Requirement: Tally every line of the records below that includes "places", and reply with the total alone.

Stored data
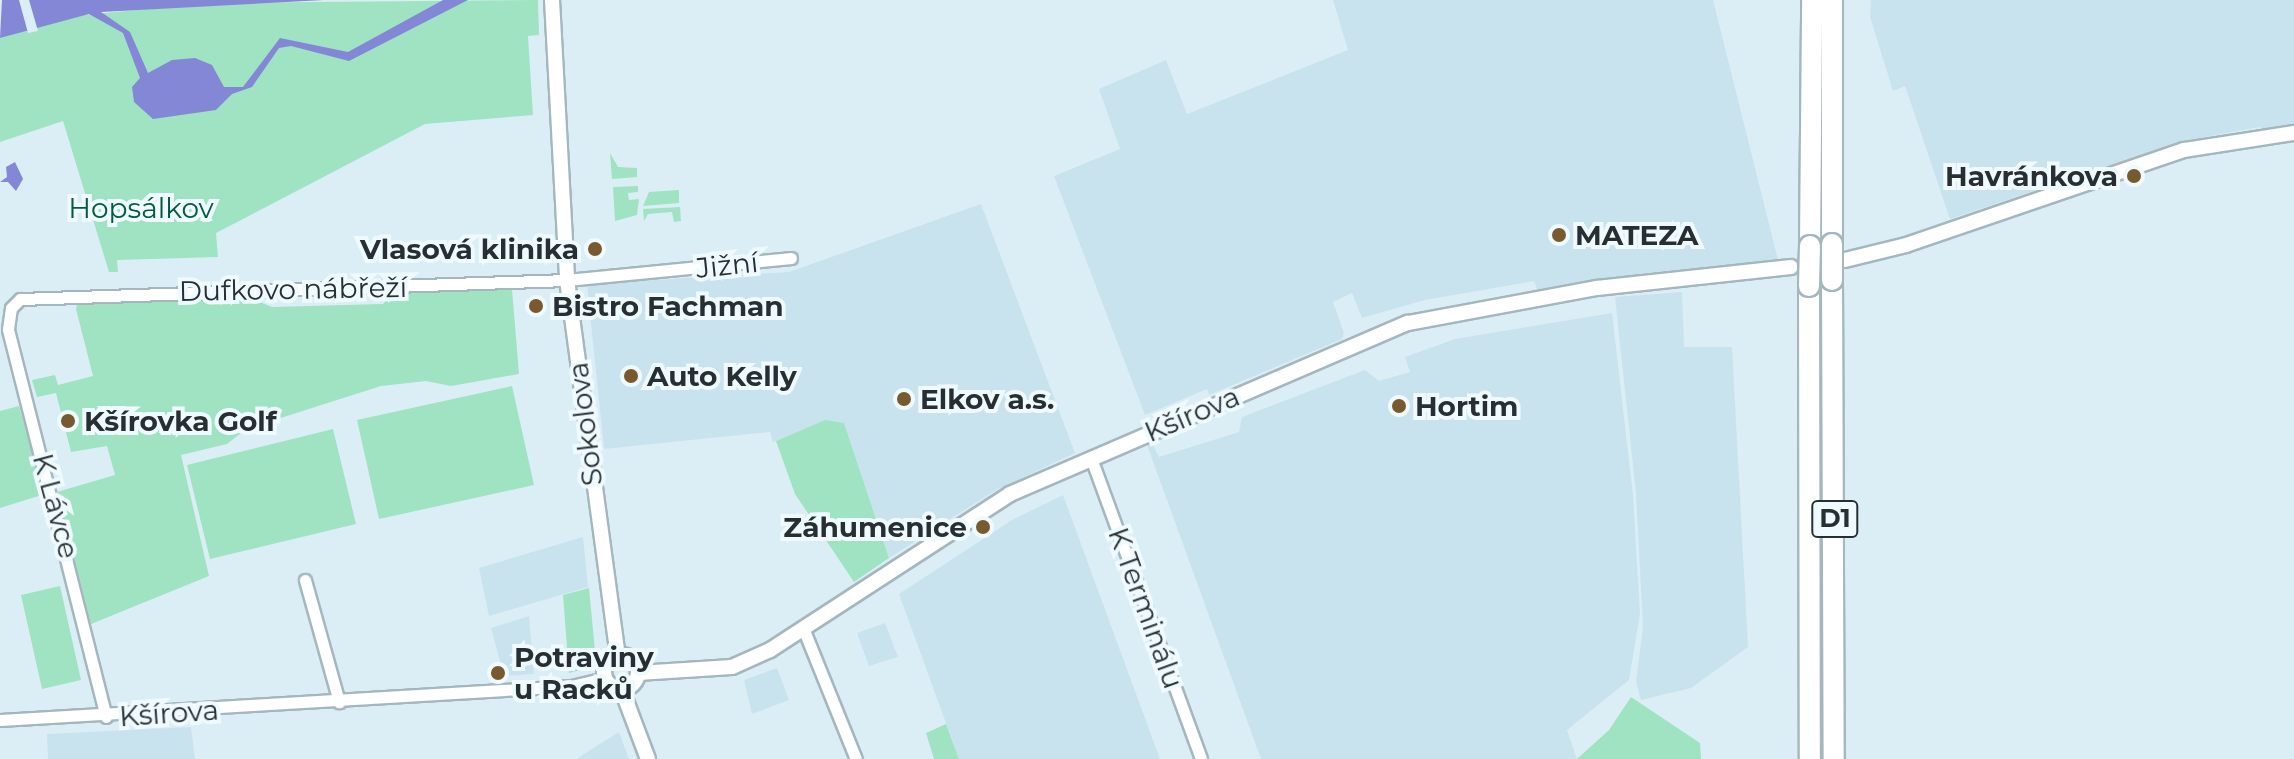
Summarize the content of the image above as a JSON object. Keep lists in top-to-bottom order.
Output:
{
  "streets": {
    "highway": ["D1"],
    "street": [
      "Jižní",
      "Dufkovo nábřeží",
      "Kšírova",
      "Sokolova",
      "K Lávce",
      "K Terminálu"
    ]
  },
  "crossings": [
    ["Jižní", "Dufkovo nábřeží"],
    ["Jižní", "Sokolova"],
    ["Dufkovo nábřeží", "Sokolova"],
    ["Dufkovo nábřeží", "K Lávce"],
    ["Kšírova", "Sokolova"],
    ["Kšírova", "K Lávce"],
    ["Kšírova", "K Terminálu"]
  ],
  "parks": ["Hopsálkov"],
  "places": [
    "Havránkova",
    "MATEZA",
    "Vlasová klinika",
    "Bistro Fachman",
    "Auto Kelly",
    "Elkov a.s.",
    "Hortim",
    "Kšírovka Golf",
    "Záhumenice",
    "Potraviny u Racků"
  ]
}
--
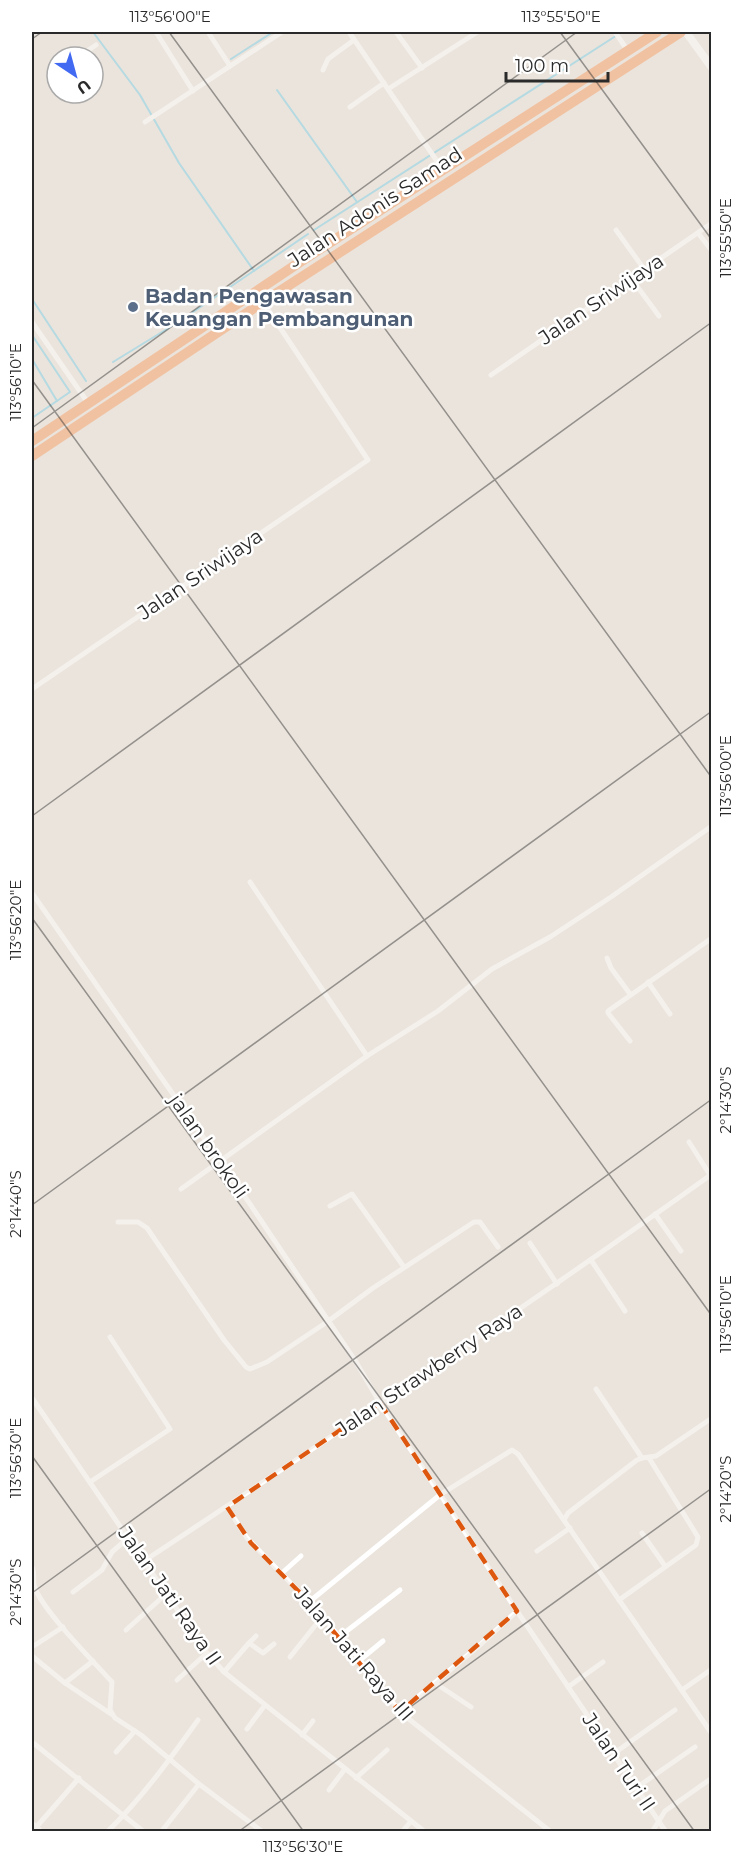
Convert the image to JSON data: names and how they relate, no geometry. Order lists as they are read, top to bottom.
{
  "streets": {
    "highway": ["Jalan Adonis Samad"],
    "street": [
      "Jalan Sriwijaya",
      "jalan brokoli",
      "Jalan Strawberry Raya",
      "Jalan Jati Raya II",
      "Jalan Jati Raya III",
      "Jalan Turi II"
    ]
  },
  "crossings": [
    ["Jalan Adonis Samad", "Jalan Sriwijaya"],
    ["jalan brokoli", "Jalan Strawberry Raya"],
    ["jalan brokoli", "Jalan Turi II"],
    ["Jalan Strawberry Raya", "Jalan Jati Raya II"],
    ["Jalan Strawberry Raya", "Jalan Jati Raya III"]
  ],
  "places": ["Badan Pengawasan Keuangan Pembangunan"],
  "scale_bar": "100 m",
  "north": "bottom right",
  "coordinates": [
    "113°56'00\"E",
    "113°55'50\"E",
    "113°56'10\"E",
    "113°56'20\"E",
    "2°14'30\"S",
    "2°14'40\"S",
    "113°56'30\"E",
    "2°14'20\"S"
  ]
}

Response: 2